City of the dead: thousands killed in Halifax explosion
Halifax, 10 December 1917 - A collision between two ships in the busy Canadian port of Halifax, Nova Scotia, has devastated the town and caused massive loss of life.
A final, accurate death toll may never be accurately known, but early estimates put the figure at 1,200.
A further 2,000 people are reported missing, with 8,000 injured and 25,000 left homeless.
Collision and explosion
The Irish Times has described the explosion as the ‘most appalling accident of its kind in history’. It occurred at 8am on 6 December when a Belgian Relief Steamer was leaving the port and, as a result of mistaken signals, rammed into an incoming U.S. munitions vessel, which was carrying 3,000 tons of high explosives. A fire caught hold on the latter despite efforts to flood the hold. 17 minutes passed from the moment of collision to the moment of an explosion, the shock from which was felt 60 miles away.

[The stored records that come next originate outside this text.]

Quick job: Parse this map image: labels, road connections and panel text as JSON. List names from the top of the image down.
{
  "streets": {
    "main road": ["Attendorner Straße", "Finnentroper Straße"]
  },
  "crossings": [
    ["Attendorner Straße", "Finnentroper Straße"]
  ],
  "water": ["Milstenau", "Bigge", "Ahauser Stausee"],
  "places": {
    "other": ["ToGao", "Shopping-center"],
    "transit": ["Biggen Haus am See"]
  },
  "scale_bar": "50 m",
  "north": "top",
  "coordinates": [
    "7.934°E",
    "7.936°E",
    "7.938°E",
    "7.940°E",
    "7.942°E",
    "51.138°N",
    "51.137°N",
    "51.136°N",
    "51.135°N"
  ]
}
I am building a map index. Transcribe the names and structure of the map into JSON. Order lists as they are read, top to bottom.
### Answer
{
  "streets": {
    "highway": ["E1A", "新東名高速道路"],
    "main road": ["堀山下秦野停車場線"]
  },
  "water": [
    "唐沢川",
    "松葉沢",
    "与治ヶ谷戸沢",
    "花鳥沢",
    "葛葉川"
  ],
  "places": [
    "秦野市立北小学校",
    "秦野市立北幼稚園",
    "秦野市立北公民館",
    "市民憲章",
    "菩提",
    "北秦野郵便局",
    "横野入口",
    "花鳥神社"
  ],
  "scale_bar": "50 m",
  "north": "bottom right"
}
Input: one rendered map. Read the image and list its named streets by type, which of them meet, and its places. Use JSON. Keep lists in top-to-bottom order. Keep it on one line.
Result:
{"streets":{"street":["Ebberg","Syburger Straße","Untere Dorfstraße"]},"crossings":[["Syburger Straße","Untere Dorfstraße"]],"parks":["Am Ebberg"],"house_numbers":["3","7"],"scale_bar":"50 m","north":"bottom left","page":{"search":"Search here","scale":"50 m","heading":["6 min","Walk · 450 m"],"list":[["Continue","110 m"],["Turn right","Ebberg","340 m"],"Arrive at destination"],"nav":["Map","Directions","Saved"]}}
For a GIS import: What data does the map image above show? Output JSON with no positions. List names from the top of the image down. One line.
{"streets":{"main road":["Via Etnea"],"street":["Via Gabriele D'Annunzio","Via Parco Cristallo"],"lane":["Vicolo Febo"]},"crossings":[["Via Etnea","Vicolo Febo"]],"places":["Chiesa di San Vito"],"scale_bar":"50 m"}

It is reported that about half of the city of Halifax has been destroyed. The suburb of Richmond is said to have been partly razed, with the damage extending to the business quarter where the City Hall, Custom House, Post Office and other key buildings suffered serious damaged.
Most of the major damage has been caused to the wooden structured buildings as it has only been in recent years that stone and brick have been more extensively used.
The relief effort
The relief effort is being hampered by severe frost and a raging snowstorm. Many of the injured were to be found wandering helpless and freezing about the streets of Halifax, where soldiers have been offering every assistance.
As awareness of the incident and its severity have spread, the relief effort has gathered momentum. Help has come from American Red Cross societies in Washington, New York and Boston, from where thousands of blankets, sweaters and other necessary items have been despatched.
The Mayor of London has offered to open up a Fund of Relief.
[Editor's note: This is an article from Century Ireland, a fortnightly online newspaper, written from the perspective of a journalist 100 years ago, based on news reports of the time.]